We'll also examine cautionary tales: the payday-loan spiral, the credit-card debt trap, the investor who panicked during the 2008 collapse and locked in losses. These stories show compounding working in reverse. The mathematics is the same; the direction is opposite. A person drowning in 21% credit-card debt is experiencing exactly as much compounding force as a person earning 21% on their investments—but in the wrong direction, eating away at their wealth month after month.

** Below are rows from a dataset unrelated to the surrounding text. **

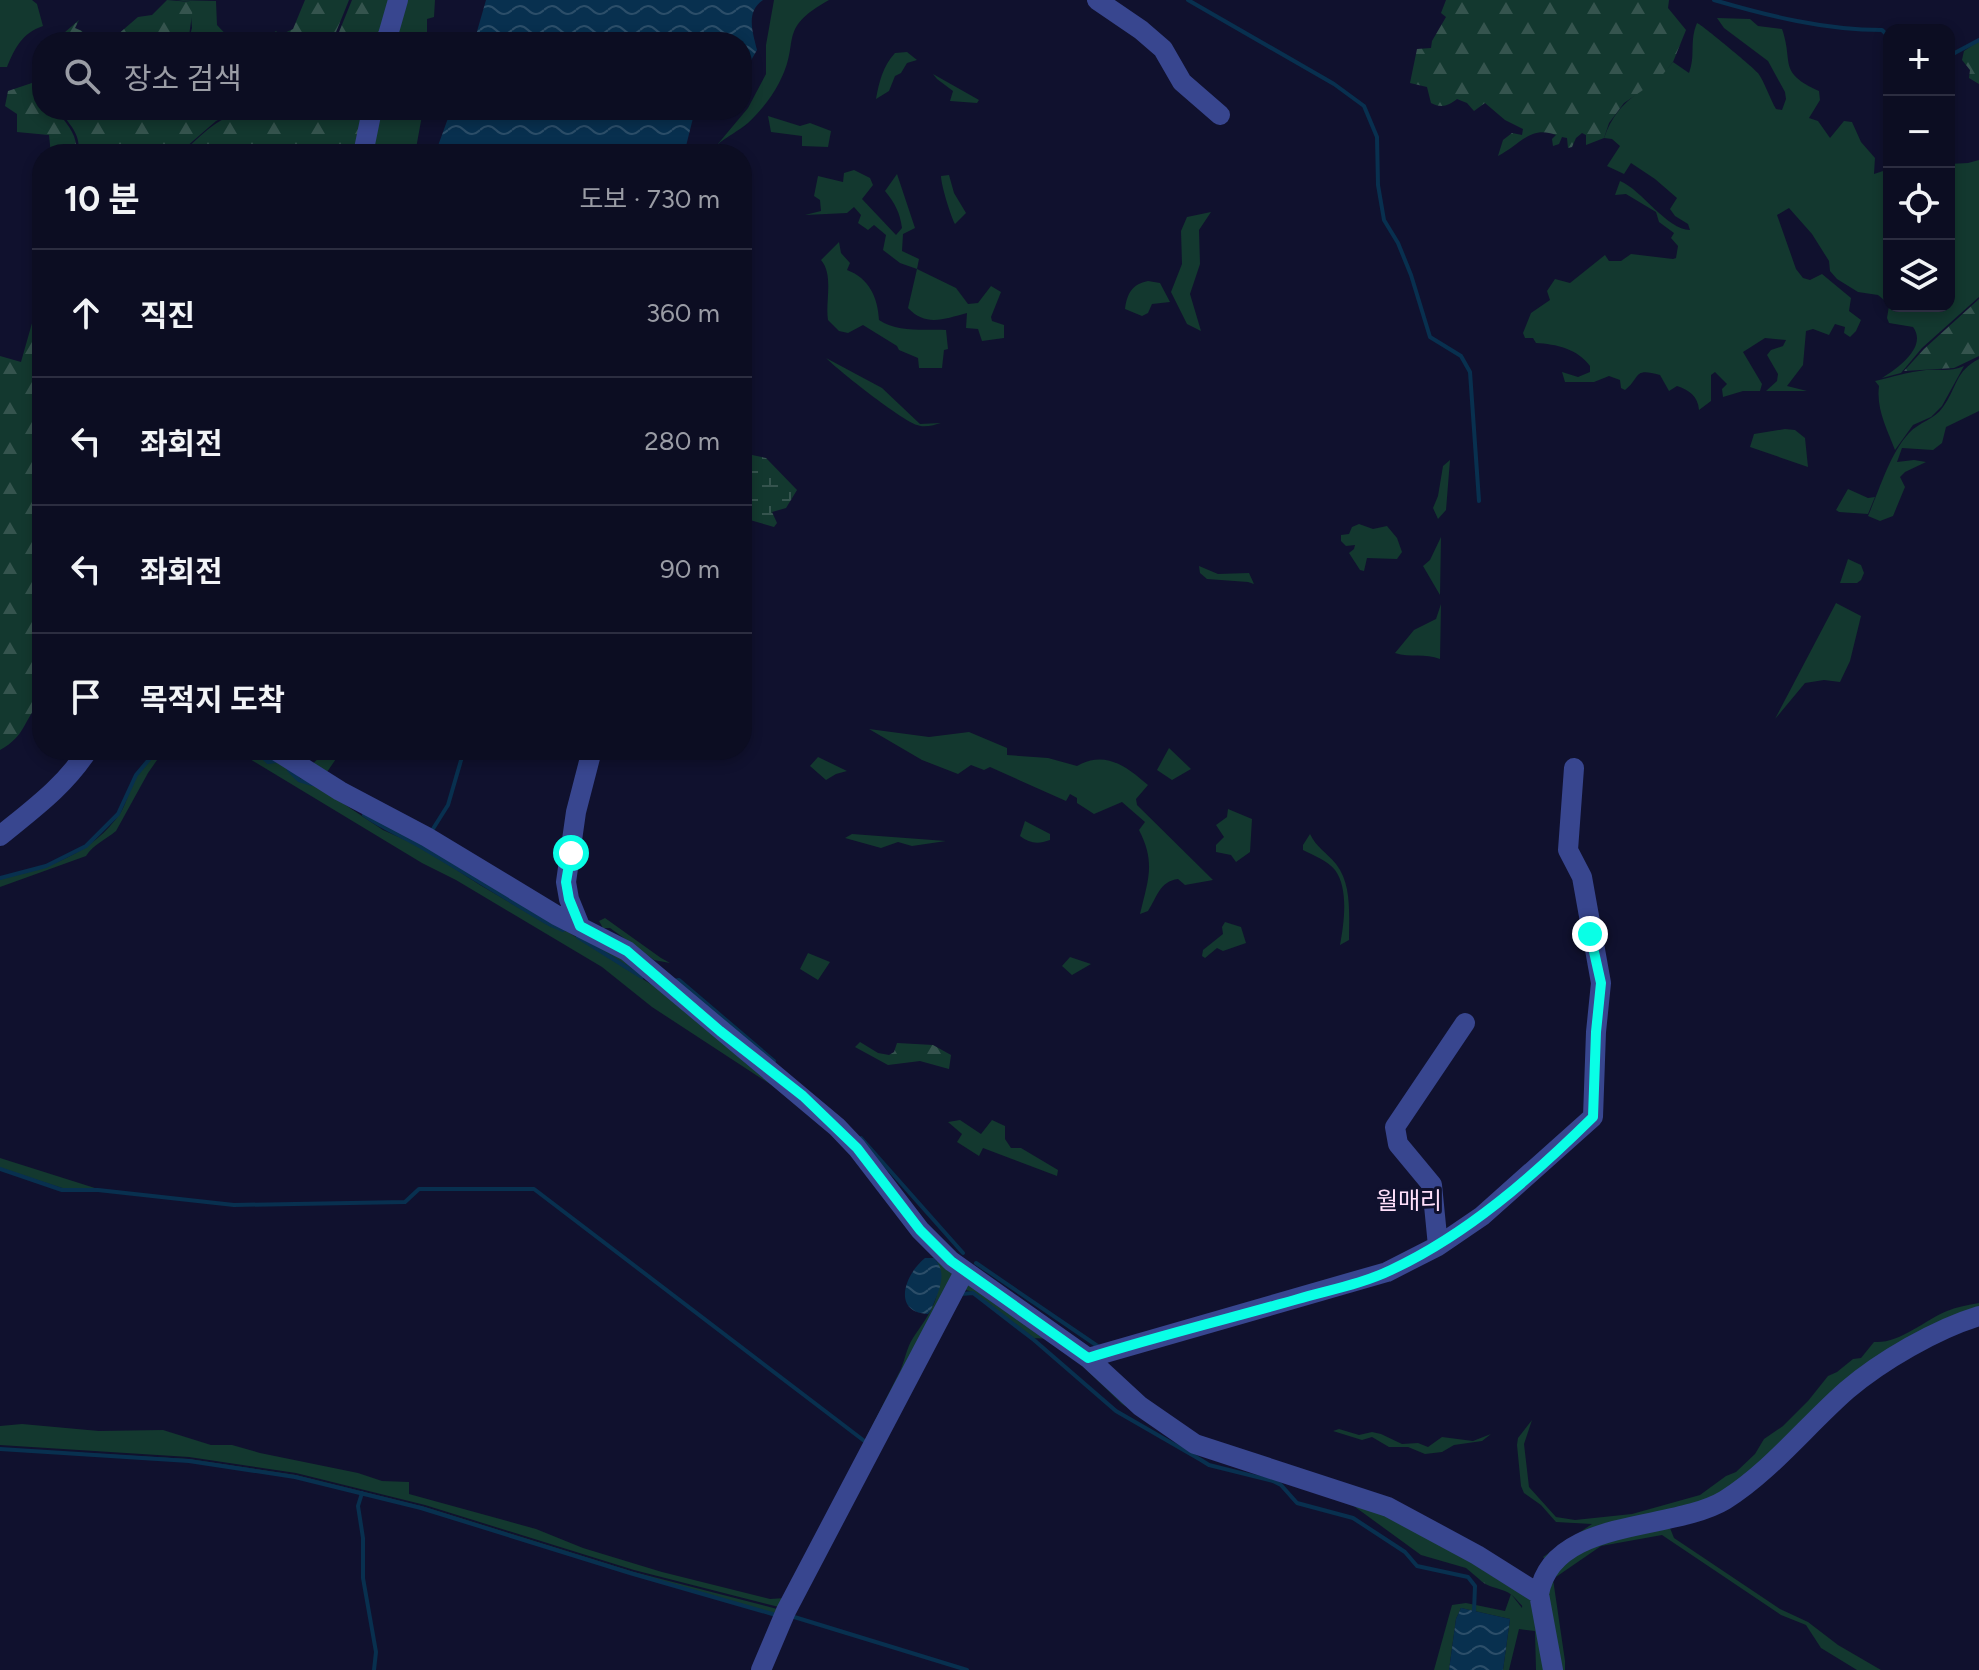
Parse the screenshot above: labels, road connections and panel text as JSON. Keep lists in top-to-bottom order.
{
  "districts": ["월매리"],
  "page": {
    "map_buttons": ["+", "−"],
    "search": "장소 검색",
    "heading": ["10 분", "도보 · 730 m"],
    "list": [
      ["직진", "360 m"],
      ["좌회전", "280 m"],
      ["좌회전", "90 m"],
      "목적지 도착"
    ]
  }
}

The case studies also include sector-specific examples: the Bogle effect and how index-fund pioneers changed investing for millions, the couch-potato portfolio that required almost no effort to outperform most professionals, the twenty-year Apple or Amazon shareholder who benefited from compounding in a single stock, and the S&P 500 investor who simply bought and held from 1970 to today and watched their wealth grow nearly a hundredfold.

Patterns that repeat

When you look at enough case studies, patterns emerge. The successful ones started early. They kept fees low. They held through downturns—through 1987, 2000, 2008, 2020. They didn't try to time the market. They reinvested dividends. They barely touched the money. They contributed consistently through market ups and downs. This chapter distills those patterns and shows you how to apply them to your own situation, regardless of your starting point or current circumstances.

The ordinary millionaire

Most millionaires aren't entrepreneurs or geniuses or inheritors of family fortunes. They're ordinary people who invested money for decades. A bus driver. A secretary. A janitor. A schoolteacher. They earned salaries in the $30,000 to $60,000 range in today's dollars. They saved 10% to 15% of their income. They invested it in index funds or dividend-paying stocks. They reinvested the distributions. They held for 40 or 50 years.

This outcome isn't exciting. It doesn't sell books or newsletters. It's not a secret technique or a clever loophole. But it's the truth. This chapter celebrates the ordinary, shows you what ordinary discipline produces over time, and builds the case that you don't need to be special to benefit from compounding. You just need to be consistent, patient, and willing to let decades do the heavy lifting.